Below is a block of records. Copy every line in it that contains the word "river".

═════ Supplied data ═════

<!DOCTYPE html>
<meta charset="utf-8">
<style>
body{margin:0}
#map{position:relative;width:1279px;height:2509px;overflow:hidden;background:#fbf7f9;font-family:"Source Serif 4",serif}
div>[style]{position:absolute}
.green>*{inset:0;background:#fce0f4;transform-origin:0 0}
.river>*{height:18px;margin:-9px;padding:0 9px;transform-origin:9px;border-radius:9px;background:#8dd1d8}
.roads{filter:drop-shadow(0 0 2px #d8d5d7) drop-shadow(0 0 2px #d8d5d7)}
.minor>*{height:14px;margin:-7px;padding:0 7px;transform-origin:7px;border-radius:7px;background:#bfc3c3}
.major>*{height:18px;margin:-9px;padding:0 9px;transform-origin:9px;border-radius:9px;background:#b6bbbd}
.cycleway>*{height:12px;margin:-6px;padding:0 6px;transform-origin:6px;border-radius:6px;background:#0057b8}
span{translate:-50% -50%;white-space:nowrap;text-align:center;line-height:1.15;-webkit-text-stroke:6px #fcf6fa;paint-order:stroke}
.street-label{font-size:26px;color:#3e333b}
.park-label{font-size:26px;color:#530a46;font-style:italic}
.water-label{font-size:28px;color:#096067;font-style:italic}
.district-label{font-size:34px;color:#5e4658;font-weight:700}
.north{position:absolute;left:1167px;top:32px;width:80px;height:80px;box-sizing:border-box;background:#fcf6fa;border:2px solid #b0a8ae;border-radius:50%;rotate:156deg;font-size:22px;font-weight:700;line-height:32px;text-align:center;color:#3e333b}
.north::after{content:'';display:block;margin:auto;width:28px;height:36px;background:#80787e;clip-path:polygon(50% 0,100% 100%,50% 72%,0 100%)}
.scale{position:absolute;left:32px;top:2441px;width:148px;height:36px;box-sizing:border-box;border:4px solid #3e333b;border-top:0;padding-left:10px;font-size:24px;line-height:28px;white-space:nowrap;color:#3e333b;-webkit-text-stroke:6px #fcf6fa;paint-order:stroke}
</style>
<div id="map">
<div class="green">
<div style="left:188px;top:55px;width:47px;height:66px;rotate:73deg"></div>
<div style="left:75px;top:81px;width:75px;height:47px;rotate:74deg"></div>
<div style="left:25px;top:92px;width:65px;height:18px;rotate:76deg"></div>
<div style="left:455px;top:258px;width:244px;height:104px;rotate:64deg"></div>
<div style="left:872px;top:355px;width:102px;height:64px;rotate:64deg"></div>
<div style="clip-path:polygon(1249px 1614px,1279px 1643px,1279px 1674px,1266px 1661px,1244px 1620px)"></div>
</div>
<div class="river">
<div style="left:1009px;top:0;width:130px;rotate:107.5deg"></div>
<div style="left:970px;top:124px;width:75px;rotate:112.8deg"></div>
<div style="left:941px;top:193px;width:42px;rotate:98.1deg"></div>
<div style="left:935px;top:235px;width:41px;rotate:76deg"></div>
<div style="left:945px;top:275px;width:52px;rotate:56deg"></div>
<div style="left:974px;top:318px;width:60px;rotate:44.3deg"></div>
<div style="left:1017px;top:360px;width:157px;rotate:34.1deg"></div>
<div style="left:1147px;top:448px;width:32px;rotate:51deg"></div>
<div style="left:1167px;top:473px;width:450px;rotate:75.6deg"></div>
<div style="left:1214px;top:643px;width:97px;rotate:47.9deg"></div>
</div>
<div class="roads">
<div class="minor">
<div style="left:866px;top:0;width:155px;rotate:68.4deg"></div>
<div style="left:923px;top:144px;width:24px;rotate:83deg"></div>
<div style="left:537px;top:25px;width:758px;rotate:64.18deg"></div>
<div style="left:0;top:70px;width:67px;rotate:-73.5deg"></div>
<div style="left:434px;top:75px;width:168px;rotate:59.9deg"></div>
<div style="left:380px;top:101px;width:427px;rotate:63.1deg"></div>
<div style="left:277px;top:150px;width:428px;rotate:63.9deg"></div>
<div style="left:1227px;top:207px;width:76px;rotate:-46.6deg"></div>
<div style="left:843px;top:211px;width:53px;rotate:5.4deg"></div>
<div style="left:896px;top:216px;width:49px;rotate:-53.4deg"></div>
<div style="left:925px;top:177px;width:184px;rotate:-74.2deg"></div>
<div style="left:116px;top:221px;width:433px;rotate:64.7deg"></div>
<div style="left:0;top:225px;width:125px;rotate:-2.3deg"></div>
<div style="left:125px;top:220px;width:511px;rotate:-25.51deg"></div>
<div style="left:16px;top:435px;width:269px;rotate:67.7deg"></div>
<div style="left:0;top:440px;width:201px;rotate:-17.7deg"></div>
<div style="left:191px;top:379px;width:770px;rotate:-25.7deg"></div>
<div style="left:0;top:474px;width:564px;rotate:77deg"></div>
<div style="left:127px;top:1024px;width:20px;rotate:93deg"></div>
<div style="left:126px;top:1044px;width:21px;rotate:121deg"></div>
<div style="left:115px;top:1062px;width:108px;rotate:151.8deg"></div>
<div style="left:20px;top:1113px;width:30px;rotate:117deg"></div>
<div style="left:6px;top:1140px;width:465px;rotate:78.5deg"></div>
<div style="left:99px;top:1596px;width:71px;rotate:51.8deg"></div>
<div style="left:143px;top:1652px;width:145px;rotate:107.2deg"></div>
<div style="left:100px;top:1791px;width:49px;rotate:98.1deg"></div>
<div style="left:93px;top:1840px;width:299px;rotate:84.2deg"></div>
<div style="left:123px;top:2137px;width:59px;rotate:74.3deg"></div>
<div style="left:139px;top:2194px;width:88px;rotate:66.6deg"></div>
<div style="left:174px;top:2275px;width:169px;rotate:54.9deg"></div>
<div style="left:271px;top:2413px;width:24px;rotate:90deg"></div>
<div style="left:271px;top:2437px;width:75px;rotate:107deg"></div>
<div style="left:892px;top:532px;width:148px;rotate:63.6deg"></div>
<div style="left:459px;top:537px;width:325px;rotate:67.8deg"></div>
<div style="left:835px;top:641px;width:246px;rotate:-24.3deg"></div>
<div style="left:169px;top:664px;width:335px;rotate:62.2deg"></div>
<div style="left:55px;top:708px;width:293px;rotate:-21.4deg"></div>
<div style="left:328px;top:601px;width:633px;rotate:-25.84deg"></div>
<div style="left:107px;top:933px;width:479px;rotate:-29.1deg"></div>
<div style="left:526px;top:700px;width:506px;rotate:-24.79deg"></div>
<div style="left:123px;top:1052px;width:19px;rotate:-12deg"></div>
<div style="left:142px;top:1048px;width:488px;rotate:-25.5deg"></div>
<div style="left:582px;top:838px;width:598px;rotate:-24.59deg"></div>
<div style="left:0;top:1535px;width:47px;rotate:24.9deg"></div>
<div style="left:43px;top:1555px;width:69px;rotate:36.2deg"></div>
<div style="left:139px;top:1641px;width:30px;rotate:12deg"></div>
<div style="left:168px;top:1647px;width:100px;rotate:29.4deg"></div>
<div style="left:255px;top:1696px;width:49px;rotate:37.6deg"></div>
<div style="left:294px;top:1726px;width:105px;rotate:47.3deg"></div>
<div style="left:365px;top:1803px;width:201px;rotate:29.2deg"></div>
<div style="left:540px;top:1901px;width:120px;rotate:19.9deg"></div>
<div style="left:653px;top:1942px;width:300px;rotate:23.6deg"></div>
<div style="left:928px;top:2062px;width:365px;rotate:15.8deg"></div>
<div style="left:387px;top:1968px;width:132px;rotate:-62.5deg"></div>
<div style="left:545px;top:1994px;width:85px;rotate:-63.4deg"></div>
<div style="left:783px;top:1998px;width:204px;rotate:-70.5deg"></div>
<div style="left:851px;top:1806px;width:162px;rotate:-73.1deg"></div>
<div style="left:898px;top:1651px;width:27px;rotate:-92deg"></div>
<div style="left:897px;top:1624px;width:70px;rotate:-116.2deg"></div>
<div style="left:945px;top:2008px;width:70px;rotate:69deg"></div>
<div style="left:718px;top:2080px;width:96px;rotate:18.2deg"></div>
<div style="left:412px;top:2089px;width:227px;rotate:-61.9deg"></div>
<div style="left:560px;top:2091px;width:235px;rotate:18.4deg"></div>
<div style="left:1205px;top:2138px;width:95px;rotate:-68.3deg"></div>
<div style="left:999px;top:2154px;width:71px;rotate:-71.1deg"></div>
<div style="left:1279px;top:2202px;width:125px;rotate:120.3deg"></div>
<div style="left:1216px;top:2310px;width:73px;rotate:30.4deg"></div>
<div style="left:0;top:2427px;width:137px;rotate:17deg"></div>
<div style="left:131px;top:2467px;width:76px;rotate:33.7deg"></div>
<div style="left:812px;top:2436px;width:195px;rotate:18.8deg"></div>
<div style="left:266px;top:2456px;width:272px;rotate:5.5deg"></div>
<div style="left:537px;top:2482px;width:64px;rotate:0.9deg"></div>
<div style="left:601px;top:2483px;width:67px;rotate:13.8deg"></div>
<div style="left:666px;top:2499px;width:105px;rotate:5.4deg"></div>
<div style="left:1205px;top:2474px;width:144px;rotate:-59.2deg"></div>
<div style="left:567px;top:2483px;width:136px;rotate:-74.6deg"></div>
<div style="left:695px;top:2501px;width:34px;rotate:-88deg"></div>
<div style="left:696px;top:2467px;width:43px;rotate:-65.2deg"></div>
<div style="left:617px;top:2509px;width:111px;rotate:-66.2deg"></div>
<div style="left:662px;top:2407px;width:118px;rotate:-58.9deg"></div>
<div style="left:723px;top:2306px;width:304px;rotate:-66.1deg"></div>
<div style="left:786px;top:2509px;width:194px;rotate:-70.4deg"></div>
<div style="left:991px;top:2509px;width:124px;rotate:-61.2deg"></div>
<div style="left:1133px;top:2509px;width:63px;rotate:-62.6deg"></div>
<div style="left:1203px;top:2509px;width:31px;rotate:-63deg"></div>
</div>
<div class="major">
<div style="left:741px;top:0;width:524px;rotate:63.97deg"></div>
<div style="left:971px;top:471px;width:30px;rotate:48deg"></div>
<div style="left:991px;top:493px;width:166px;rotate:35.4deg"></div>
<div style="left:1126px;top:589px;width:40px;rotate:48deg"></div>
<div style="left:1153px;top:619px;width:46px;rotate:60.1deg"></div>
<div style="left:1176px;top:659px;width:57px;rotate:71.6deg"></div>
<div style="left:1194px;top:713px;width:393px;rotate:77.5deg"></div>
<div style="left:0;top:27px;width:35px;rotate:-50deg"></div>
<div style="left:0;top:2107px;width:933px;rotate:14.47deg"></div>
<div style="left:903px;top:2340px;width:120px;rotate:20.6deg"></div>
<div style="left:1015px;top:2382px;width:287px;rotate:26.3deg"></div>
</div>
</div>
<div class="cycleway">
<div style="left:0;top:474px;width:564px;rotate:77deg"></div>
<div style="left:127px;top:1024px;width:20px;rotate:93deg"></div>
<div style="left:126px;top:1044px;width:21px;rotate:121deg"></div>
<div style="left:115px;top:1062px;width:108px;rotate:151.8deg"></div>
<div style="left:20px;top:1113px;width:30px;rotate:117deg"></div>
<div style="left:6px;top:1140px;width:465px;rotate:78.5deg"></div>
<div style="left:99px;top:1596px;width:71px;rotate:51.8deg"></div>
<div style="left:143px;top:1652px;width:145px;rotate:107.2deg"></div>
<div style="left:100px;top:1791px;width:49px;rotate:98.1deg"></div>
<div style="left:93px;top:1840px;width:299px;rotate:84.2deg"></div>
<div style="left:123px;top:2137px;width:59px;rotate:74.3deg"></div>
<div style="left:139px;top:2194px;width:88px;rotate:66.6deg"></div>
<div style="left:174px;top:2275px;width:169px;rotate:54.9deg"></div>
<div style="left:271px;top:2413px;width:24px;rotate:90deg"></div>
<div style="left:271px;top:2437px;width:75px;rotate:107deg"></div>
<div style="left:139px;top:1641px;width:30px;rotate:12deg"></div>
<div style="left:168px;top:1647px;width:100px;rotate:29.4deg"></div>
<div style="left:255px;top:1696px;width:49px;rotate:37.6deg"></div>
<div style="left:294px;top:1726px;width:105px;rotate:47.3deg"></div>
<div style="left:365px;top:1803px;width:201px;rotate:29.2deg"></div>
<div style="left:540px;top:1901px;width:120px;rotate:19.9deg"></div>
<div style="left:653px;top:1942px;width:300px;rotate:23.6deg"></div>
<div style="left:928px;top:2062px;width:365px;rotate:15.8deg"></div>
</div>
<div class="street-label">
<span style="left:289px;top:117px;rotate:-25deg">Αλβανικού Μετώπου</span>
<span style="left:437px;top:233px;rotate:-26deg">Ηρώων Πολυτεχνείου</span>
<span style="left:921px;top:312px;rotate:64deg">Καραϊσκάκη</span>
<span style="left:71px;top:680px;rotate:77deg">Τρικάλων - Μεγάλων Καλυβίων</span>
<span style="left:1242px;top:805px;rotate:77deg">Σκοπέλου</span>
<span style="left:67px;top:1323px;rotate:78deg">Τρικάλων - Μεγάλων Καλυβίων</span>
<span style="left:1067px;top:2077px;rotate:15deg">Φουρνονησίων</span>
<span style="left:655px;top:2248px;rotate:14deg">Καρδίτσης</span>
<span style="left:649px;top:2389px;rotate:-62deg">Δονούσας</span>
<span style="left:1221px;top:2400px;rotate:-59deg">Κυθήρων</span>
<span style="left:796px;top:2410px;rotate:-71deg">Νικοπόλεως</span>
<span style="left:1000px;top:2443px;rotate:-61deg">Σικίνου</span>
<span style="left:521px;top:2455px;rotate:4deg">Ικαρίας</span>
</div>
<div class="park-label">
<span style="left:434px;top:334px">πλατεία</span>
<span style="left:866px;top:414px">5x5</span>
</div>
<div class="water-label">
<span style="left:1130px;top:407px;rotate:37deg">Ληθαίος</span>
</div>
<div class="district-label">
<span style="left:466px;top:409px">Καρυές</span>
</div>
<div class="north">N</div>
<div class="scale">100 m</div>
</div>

═════

Result of the task
.river>*{height:18px;margin:-9px;padding:0 9px;transform-origin:9px;border-radius:9px;background:#8dd1d8}
<div class="river">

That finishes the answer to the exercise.